Margaret Leland Goldsmith: The Journalist Who Reflected on the Perils of Gardening Hue
This botanical history post was featured on The Daily Gardener podcast:
May 4, 1894
The journalist, translator, and historical novelist Margaret Leland Goldsmith was born.
Though she penned weighty works of history and biography, it is her light-hearted confession in a 1936 essay for Scribner’s Magazine that endears her forever to gardeners: a declaration of war against the color magenta.
She admitted, with something like theatrical despair:
“For years I have avoided magenta with feverish zest. I do not like it. It kills my henna reds. It fights with the cedar brown of my cottage. Yet every year something of that hue intrudes. If it isn’t Sweet William reverting to type, it is a red phlox gone decadent.”

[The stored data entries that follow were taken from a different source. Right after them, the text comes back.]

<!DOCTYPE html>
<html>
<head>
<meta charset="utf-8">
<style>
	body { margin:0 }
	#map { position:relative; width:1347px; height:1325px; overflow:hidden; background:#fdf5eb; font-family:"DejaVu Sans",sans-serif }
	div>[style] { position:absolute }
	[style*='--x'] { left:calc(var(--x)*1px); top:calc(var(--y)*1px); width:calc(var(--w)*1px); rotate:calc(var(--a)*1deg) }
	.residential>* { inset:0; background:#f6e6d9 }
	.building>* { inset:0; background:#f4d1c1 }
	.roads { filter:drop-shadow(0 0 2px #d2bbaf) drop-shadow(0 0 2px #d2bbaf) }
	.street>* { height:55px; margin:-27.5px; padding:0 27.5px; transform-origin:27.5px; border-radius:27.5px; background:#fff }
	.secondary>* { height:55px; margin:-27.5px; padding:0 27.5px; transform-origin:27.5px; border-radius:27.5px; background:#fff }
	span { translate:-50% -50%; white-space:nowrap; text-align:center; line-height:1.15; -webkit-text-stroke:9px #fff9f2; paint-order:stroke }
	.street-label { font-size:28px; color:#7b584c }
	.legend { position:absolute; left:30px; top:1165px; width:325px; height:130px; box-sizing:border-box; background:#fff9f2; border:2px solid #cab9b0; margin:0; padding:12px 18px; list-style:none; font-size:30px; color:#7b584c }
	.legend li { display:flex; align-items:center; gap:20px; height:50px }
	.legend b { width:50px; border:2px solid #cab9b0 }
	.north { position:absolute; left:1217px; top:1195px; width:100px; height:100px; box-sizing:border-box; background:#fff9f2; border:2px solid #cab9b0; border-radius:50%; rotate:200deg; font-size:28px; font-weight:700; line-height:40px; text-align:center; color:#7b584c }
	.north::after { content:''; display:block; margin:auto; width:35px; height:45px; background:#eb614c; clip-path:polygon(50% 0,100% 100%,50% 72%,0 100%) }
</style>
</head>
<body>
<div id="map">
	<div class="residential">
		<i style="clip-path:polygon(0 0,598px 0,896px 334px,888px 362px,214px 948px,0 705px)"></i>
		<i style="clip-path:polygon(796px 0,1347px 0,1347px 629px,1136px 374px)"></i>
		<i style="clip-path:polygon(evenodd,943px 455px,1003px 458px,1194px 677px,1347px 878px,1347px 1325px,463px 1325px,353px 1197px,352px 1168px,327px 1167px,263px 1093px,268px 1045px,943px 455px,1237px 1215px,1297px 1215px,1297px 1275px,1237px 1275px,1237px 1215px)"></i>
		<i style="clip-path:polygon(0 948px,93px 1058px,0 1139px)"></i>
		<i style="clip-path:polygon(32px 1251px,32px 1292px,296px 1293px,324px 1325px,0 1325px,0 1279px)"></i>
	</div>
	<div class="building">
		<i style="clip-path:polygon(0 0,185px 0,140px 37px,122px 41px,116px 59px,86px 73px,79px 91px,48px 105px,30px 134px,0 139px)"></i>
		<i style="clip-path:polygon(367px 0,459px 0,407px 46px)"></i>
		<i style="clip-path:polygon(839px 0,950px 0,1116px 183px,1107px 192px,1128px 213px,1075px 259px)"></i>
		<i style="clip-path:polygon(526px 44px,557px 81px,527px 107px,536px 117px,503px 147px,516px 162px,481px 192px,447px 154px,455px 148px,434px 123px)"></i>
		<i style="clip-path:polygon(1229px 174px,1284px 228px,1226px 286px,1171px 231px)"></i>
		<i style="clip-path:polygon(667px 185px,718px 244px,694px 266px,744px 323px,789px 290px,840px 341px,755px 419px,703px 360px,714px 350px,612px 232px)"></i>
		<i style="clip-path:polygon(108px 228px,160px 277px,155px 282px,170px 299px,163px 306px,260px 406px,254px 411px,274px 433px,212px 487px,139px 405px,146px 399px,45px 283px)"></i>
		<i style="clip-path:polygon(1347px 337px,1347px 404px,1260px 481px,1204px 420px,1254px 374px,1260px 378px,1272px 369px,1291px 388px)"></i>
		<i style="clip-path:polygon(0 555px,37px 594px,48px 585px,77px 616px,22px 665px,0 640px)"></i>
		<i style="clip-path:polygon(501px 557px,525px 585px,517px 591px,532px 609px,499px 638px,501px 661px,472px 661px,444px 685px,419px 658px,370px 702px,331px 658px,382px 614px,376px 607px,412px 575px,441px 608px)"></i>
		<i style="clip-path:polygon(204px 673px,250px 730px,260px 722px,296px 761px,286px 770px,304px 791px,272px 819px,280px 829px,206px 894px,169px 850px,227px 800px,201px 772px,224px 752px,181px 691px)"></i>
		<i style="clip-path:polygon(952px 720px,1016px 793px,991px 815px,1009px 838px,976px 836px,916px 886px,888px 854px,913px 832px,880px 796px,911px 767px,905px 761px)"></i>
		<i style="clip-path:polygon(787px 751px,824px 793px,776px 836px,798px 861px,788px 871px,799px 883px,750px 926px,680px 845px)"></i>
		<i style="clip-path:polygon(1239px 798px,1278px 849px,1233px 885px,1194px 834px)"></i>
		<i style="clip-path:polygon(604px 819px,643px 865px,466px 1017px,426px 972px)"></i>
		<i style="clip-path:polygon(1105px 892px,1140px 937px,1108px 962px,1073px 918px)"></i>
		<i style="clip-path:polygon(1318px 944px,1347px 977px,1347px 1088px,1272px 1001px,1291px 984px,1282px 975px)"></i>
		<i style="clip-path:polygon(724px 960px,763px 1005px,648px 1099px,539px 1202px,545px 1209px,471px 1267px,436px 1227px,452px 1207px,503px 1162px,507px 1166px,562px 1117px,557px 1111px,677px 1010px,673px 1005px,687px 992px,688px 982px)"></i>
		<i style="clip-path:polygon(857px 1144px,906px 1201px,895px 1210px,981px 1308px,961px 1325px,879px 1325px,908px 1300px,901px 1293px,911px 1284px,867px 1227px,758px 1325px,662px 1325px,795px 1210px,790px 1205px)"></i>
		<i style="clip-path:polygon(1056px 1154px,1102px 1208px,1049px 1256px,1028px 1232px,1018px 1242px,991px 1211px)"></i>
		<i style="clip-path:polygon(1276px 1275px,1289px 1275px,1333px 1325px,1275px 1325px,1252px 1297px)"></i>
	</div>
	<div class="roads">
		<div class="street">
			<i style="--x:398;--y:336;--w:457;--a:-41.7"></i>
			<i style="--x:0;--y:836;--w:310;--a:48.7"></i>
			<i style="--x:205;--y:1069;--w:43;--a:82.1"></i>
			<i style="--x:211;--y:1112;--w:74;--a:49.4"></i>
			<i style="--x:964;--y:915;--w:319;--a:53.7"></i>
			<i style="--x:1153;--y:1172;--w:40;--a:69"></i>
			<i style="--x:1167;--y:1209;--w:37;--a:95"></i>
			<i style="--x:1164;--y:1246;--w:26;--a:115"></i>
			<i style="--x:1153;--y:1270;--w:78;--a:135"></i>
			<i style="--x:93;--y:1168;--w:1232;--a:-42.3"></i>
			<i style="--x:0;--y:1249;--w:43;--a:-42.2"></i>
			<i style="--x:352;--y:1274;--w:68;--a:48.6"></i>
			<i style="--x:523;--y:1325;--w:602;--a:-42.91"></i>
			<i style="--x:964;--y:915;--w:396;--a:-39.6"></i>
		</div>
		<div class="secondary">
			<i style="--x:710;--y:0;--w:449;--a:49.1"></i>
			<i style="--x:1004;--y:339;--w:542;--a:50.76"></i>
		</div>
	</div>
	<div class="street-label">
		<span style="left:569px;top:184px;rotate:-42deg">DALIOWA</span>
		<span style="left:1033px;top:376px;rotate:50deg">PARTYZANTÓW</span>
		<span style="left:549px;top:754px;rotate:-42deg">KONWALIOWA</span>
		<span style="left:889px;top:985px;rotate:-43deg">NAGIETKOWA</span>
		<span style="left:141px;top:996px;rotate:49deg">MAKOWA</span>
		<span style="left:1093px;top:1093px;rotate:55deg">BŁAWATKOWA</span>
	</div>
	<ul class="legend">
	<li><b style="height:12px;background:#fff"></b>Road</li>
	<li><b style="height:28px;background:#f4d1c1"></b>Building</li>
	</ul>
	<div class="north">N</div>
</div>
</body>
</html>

One can almost hear her sighing as she surveyed the flower border, betrayed once again by a phlox with romantic notions.
It is a scene familiar to every gardener: you design a palette of harmony, and the garden, willful as a prima donna, insists upon improvising. Magenta, in her telling, becomes a scandalous interloper — a brash guest who will not be left off the invitation list, however strenuously one scratches her name out.
And so we may picture Goldsmith at her cottage window, glaring into the border with the sharp eye of a general across enemy lines, muttering imprecations against a single shade. Vita would have understood this quarrel with colour; Lady Whistledown would have relished the drama.
For in truth, the garden is never entirely ours. Its rebellions remind us that beauty, like society, thrives on both discipline and a hint of disorder. Even magenta — tiresome, brazen, incorrigible magenta — has its place in the gossip of the border.